PRACTICE AND PROCEDURE – Strike out defence – Summary judgment – Notice of and Order for garnishee – Account with garnishee bank not account of judgment debtor – National Court Rules, O.8, r.27, O.12, r.40, O.12, r.38 and O.13, rr.56 and 57.
Counsel:
Mrs Davani for the plaintiff/respondent
Mr Sirae for the defendant/applicant
28th May 2001
SAKORA J: Mr Sirae of counsel for the defendant moves the Court pursuant to a Notice of Motion filed 14 March 2000 seeking orders that the plaintiff’s Statement of Claim in this matter be struck out and that this proceedings be dismissed for want of prosecution under O.10, r.5 National Court Rules (NCR).
In support of the application the defendant has filed an affidavit sworn by the learned counsel himself, of 14 March 2000, deposing to the history of the proceedings to date.
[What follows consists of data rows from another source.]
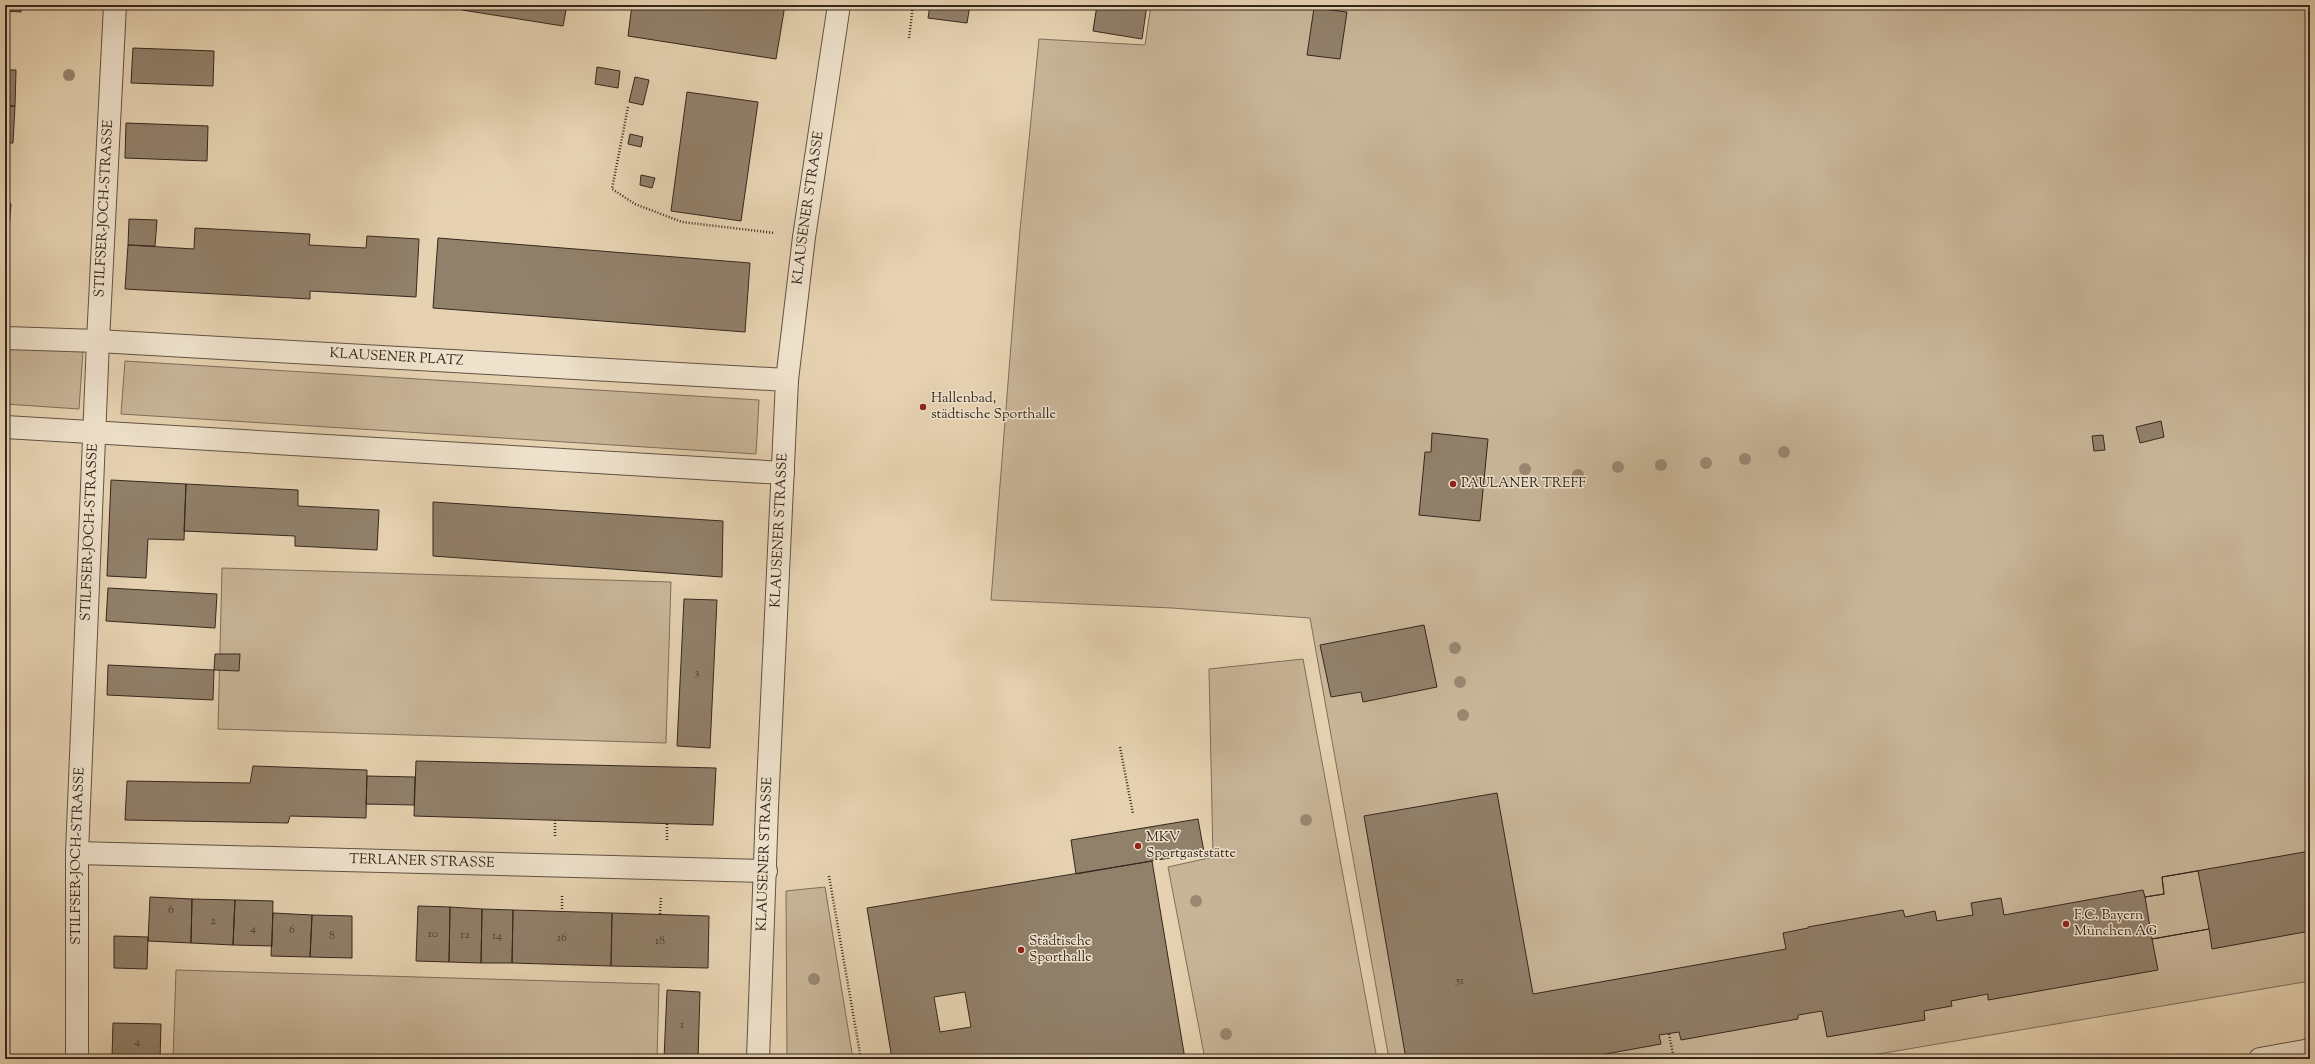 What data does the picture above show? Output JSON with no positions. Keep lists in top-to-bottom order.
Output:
{
  "streets": {
    "street": [
      "STILFSER-JOCH-STRASSE",
      "KLAUSENER STRASSE",
      "KLAUSENER PLATZ",
      "TERLANER STRASSE"
    ]
  },
  "crossings": [
    ["STILFSER-JOCH-STRASSE", "KLAUSENER PLATZ"],
    ["STILFSER-JOCH-STRASSE", "TERLANER STRASSE"],
    ["KLAUSENER STRASSE", "KLAUSENER PLATZ"],
    ["KLAUSENER STRASSE", "TERLANER STRASSE"]
  ],
  "places": [
    "Hallenbad, städtische Sporthalle",
    "PAULANER TREFF",
    "MKV Sportgaststätte",
    "F.C. Bayern München AG",
    "Städtische Sporthalle"
  ],
  "house_numbers": [
    "3",
    "6",
    "2",
    "4",
    "6",
    "10",
    "12",
    "8",
    "14",
    "16",
    "18",
    "51",
    "1",
    "4"
  ]
} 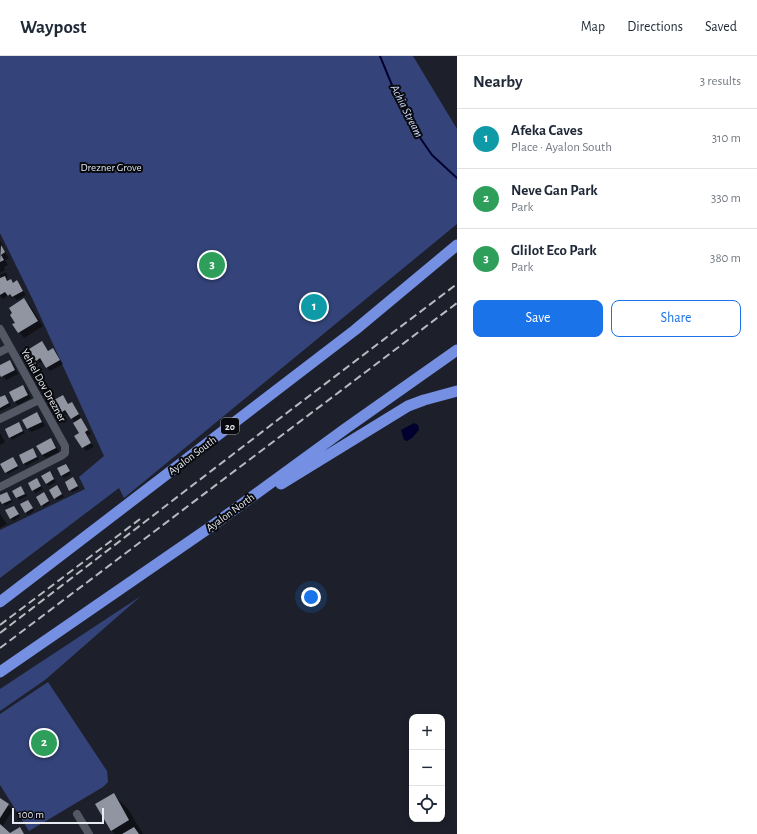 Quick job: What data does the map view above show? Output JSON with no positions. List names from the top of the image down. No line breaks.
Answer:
{"streets":{"highway":["20","Ayalon South","Ayalon North"],"street":["Yehiel Dov Drezner"]},"water":["Achia Stream"],"parks":["Drezner Grove"],"scale_bar":"100 m","page":{"header":"Waypost","nav":["Map","Directions","Saved"],"heading":["Nearby","3 results"],"list":[{"mark":"1","name":"Afeka Caves","note":"Place · Ayalon South","value":"310 m"},{"mark":"2","name":"Neve Gan Park","note":"Park","value":"330 m"},{"mark":"3","name":"Glilot Eco Park","note":"Park","value":"380 m"}],"pins":["3","1","2"],"buttons":["Save","Share"],"map_buttons":["+","−"],"scale":"100 m"}} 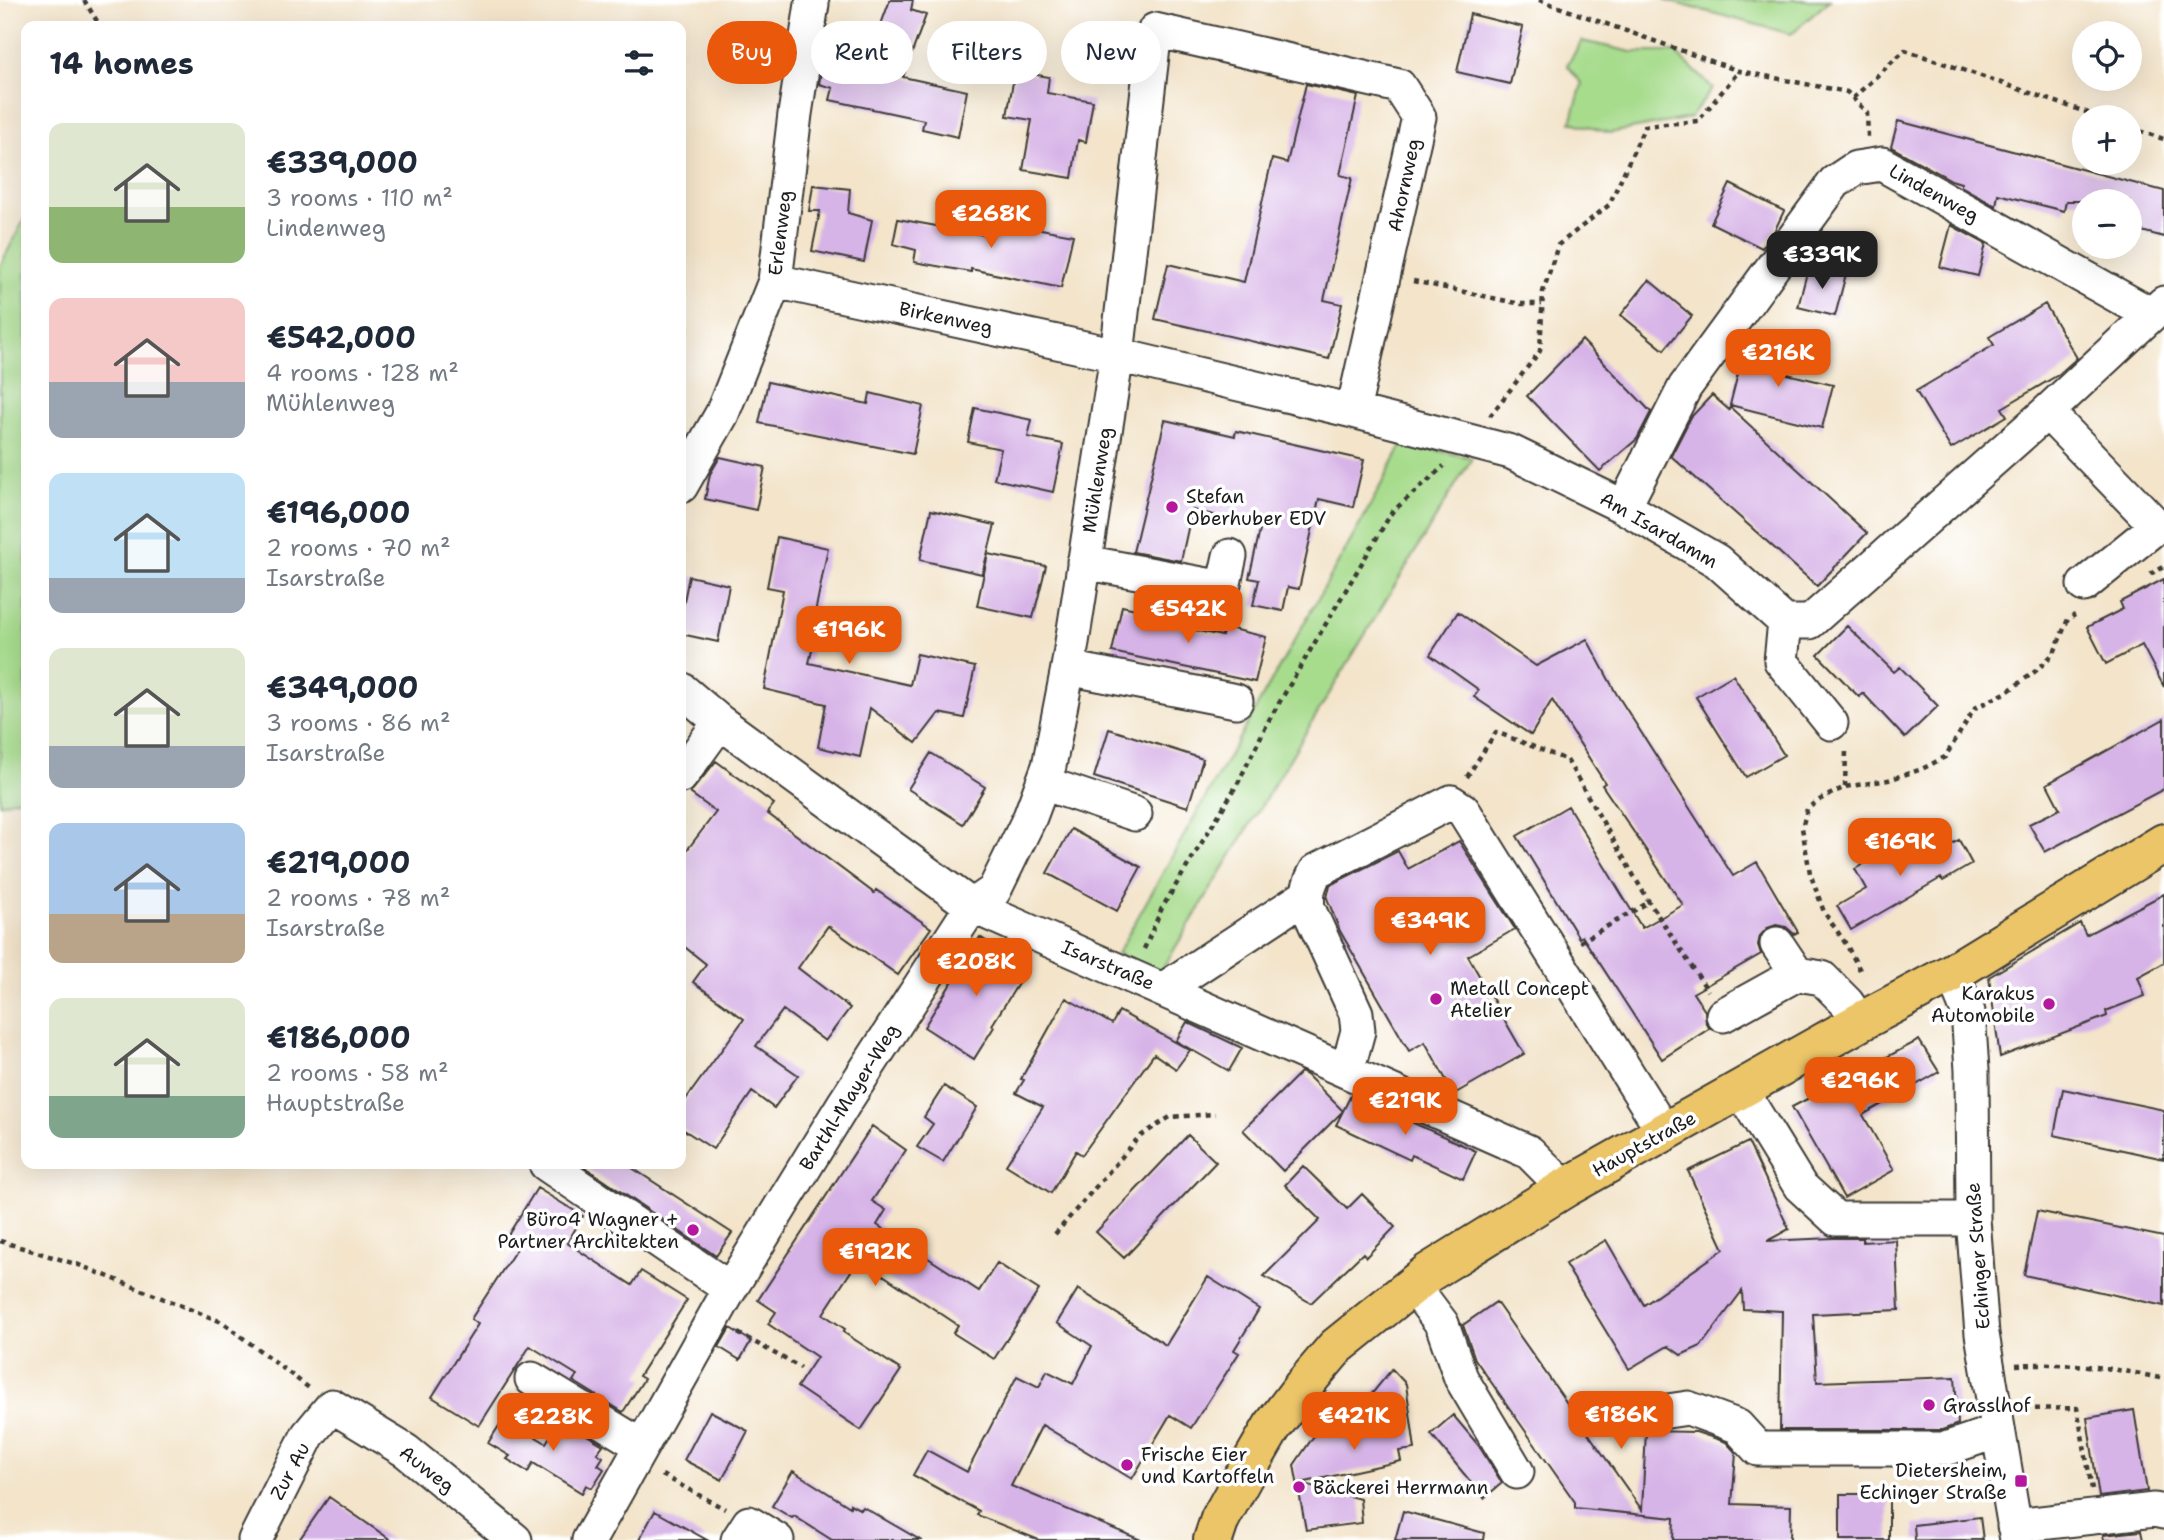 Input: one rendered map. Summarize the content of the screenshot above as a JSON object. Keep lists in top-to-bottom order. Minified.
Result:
{"streets":{"main road":["Hauptstraße"],"street":["Ahornweg","Lindenweg","Erlenweg","Birkenweg","Mühlenweg","Am Isardamm","Isarstraße","Barthl-Mayer-Weg","Echinger Straße","Auweg","Zur Au"]},"crossings":[["Ahornweg","Am Isardamm"],["Lindenweg","Am Isardamm"],["Erlenweg","Birkenweg"],["Birkenweg","Mühlenweg"],["Birkenweg","Am Isardamm"],["Mühlenweg","Am Isardamm"],["Mühlenweg","Isarstraße"],["Mühlenweg","Barthl-Mayer-Weg"],["Isarstraße","Barthl-Mayer-Weg"],["Isarstraße","Hauptstraße"],["Hauptstraße","Echinger Straße"],["Auweg","Zur Au"]],"places":{"other":["Stefan Oberhuber EDV","Metall Concept Atelier","Karakus Automobile","Büro4 Wagner + Partner Architekten","Grasslhof","Frische Eier und Kartoffeln","Bäckerei Herrmann"],"transit":["Dietersheim, Echinger Straße"]},"page":{"map_buttons":["+","−"],"chip":["Buy","Rent","Filters","New"],"heading":"14 homes","list":[{"name":"€339,000","note":"3 rooms · 110 m² · Lindenweg"},{"name":"€542,000","note":"4 rooms · 128 m² · Mühlenweg"},{"name":"€196,000","note":"2 rooms · 70 m² · Isarstraße"},{"name":"€349,000","note":"3 rooms · 86 m² · Isarstraße"},{"name":"€219,000","note":"2 rooms · 78 m² · Isarstraße"},{"name":"€186,000","note":"2 rooms · 58 m² · Hauptstraße"}],"price":["€268K","€339K","€216K","€542K","€196K","€169K","€349K","€208K","€296K","€219K","€192K","€186K","€421K","€228K"]}} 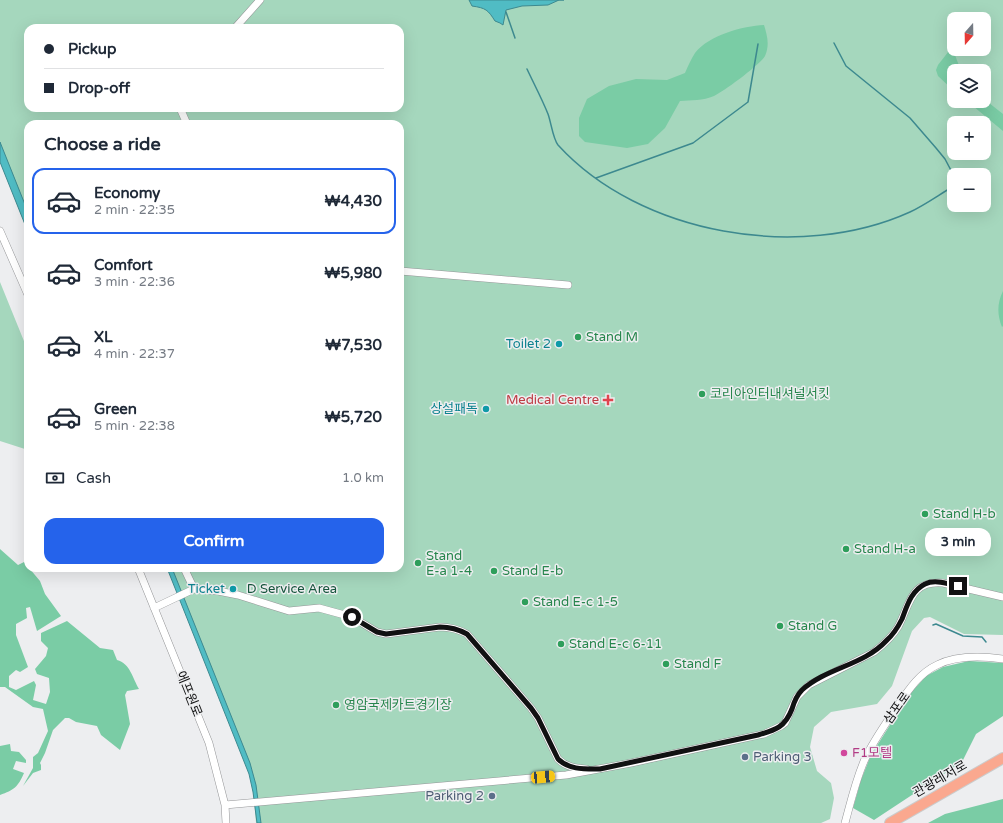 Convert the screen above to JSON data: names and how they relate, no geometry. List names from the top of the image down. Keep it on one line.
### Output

Annexed to the affidavit is a letter caused to be sent to the plaintiff bank dated 11 February 2000, giving notice of the defendant’s intention to make this application within 14 days (Annexure "A").
Filed on behalf of the plaintiff on 24 March 2000 was a Notice of Motion seeking orders to strike out the defendant’s Defence dated 9 and filed 10 February 2000, and have entered against the defendant Summary Judgment pursuant to O.12, r.38 (NCR). Learned counsel for the plaintiff moved on this motion in response to the defendant’s application.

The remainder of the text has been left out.